While the old large commercial farming days of sugar, cotton, and sisal are gone in Haiti, primarily due to a drop in prices and production, agriculture is still Haiti's most important sector with more than 70 percent of its people living off the land. The world needs to invest and keep investing in seed, fertilizers, irrigation projects, roads, and deforestation projects over a long period of time. The entire agricultural infrastructure of Haiti needs to be built up. While the United States will spend hundreds of millions on government buildings in Port-au-Prince (complete with plenty of bells and whistles, miles of computer cables, and ‘earthquake proof’ foundations) the aid to the agricultural base of the nation will soon be forgotten. This is a shame; given seeds, fertilizers and irrigation Haiti, could not only improve its production of the crops it grows now, but since it is in the tropics it could move toward double or triple cropping (growing more than one crop a year). With even more help Haiti could improve its animals and process its own food.
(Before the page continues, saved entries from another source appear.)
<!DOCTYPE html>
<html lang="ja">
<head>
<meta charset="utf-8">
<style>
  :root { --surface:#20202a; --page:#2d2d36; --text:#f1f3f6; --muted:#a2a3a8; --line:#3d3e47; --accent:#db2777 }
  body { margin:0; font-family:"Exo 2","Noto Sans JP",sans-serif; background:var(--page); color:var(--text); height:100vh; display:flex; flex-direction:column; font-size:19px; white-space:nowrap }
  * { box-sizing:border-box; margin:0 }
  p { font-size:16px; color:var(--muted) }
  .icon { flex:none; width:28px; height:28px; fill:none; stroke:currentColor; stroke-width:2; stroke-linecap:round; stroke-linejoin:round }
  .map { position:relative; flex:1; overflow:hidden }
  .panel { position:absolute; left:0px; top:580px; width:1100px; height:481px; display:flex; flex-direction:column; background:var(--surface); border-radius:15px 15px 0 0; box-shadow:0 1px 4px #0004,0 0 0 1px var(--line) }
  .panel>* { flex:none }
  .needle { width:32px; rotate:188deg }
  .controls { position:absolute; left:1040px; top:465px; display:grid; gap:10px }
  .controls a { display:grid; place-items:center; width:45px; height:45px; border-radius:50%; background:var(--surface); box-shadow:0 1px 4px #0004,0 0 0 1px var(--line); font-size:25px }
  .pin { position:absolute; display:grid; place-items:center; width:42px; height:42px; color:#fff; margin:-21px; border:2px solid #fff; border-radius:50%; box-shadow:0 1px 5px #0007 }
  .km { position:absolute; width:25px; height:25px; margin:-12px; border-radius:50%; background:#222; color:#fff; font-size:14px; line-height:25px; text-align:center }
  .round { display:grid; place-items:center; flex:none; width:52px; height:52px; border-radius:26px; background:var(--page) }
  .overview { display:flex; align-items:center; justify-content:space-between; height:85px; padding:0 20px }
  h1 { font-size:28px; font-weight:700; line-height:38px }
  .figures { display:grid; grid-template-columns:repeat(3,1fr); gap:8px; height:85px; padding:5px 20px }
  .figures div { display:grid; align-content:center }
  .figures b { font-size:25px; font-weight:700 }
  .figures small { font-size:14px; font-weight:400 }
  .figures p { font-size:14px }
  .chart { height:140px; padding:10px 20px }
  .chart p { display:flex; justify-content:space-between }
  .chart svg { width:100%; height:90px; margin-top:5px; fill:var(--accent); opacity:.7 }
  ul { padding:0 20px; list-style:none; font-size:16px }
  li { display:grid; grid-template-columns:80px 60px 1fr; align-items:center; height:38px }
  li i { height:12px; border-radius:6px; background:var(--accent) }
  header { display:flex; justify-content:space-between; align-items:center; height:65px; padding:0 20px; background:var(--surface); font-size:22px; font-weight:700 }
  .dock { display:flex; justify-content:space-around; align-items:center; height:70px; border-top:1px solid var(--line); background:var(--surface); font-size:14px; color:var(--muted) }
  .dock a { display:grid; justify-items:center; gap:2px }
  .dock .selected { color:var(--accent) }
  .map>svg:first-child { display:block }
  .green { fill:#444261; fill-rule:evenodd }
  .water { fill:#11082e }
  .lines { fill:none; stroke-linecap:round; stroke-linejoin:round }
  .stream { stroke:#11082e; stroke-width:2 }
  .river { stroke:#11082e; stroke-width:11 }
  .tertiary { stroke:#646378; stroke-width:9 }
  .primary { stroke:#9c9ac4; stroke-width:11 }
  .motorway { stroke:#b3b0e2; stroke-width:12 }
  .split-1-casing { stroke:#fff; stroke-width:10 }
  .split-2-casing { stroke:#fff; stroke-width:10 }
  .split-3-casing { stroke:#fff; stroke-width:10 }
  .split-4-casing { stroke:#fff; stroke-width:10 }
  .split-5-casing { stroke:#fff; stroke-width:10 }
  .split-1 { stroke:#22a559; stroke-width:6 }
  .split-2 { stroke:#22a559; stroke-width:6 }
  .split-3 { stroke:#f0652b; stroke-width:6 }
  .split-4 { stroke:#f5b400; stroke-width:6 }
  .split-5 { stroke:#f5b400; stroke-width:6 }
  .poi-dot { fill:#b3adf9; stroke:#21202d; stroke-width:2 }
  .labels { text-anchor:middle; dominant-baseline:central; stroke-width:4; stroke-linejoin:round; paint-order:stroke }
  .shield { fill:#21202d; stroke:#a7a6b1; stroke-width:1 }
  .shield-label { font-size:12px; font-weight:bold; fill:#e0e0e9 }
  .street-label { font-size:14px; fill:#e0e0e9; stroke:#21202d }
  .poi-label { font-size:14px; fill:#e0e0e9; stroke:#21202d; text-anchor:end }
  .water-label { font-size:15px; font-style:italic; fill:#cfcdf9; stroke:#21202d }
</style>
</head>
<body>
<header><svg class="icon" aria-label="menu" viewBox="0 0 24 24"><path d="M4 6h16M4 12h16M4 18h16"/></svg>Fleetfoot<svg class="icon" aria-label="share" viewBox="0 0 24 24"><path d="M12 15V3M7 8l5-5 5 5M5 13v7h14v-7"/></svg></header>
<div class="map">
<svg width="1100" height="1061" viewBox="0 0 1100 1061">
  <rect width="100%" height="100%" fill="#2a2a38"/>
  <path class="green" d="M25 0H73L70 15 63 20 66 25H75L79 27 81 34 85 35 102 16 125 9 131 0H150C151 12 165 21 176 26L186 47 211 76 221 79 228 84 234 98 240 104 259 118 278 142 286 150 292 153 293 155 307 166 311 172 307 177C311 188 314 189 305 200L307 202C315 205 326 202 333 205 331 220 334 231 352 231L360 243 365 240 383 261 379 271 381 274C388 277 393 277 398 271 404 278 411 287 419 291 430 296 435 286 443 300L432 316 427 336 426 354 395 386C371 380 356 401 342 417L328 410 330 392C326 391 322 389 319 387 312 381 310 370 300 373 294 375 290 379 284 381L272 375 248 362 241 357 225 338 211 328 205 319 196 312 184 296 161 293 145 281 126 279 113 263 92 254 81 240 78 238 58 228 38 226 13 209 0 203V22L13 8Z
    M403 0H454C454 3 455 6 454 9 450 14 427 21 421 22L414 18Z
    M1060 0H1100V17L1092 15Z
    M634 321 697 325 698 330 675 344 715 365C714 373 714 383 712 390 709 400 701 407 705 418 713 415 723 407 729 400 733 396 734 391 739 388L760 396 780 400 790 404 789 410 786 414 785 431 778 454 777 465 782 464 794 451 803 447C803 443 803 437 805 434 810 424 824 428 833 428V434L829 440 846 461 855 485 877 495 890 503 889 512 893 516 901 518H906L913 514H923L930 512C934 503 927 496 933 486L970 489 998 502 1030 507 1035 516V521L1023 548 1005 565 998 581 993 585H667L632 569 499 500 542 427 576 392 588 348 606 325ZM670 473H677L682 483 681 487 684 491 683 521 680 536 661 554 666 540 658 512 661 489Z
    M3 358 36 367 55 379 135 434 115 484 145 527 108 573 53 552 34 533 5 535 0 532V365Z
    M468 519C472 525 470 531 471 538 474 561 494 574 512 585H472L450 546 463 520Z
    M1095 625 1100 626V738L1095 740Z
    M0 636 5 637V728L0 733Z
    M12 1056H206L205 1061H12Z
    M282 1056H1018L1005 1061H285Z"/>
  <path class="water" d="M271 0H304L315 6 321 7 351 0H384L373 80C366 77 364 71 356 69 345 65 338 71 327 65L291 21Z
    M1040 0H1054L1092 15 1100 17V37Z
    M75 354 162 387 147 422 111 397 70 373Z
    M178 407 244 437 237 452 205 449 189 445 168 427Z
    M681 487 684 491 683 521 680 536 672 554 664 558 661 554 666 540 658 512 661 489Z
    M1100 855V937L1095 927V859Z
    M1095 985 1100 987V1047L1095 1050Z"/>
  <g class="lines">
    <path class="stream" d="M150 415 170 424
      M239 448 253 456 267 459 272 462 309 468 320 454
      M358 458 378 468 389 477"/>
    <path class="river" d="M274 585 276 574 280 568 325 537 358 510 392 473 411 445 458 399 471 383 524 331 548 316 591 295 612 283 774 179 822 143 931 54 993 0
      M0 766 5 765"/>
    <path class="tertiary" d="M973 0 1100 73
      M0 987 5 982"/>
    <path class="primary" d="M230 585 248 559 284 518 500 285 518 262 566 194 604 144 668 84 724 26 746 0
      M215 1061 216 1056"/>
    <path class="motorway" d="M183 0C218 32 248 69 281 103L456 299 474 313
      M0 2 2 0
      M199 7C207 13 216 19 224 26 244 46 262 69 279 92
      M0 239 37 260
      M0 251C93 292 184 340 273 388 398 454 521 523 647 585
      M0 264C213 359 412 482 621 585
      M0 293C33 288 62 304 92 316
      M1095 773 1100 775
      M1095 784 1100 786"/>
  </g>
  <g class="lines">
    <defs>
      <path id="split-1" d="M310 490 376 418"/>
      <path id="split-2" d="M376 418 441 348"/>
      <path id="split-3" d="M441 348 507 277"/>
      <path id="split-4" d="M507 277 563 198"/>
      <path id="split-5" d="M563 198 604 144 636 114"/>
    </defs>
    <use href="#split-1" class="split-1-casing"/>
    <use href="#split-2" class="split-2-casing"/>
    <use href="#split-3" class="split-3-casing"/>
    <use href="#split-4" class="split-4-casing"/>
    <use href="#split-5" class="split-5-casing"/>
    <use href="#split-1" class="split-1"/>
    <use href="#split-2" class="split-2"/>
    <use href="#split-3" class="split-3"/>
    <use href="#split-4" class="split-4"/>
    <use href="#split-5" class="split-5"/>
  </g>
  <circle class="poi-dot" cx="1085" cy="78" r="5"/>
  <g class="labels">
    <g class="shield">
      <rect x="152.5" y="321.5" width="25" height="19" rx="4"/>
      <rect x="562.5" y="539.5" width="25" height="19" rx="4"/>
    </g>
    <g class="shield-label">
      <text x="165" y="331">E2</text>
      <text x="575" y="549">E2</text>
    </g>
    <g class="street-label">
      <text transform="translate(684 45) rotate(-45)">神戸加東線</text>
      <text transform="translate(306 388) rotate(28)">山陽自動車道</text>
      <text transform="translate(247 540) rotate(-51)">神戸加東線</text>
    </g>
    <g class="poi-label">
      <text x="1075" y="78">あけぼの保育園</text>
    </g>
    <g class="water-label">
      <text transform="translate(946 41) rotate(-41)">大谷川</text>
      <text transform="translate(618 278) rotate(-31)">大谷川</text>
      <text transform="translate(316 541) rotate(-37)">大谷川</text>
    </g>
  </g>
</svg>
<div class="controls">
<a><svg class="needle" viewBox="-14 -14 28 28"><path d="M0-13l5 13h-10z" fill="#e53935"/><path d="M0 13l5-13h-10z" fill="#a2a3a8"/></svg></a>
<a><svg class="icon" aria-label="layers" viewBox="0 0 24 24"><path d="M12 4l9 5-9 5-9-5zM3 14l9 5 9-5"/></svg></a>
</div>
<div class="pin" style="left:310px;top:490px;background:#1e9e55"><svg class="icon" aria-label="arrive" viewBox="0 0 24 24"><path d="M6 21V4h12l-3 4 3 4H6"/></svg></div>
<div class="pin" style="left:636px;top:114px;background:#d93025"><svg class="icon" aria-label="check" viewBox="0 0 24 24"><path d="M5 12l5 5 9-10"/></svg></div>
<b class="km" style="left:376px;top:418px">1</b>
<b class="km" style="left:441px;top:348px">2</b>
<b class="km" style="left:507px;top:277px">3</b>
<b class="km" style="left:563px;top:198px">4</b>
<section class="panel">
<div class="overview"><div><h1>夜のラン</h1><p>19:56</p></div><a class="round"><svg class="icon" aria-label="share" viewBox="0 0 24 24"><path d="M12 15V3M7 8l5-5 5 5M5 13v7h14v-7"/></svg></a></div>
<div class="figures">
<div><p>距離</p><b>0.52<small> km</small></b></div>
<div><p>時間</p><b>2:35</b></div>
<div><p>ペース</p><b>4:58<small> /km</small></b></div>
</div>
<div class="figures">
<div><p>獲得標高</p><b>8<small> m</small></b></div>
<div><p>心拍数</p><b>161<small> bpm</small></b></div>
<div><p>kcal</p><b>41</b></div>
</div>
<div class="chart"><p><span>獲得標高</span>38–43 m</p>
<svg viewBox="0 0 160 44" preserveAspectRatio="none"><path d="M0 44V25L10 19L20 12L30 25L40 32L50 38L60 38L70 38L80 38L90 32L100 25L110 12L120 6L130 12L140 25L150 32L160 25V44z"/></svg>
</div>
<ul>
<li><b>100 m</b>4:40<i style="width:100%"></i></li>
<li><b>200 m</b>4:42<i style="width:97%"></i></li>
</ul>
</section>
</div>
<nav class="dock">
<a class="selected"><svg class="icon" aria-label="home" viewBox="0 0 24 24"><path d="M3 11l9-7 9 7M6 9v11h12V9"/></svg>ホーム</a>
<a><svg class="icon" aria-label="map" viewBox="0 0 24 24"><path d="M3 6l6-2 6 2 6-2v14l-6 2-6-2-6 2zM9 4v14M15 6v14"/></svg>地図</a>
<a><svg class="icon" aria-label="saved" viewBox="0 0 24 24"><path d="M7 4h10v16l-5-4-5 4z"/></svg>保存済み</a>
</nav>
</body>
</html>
Investing in the Haitian agriculture and agricultural infrastructure would pay big dividends for the world and Haiti. It would help build the Haitian economy from the bottom up. It would put money in circulation in the countryside where 70 percent of its people live and stop the bleeding of Haitian cash from the country for foreign foodstuffs. A good economy in the countryside would give the cities time to rebuild without the pressure of refugees from the farming areas returning and overcrowding the cities looking for work in a year or two. However, the world needs to hurry. Spring is here, and so are the rains, and the summer hurricane season is right around the corner. To really aid Haiti, America and the world must act immediately with real agricultural aid to this distressed and impoverished nation.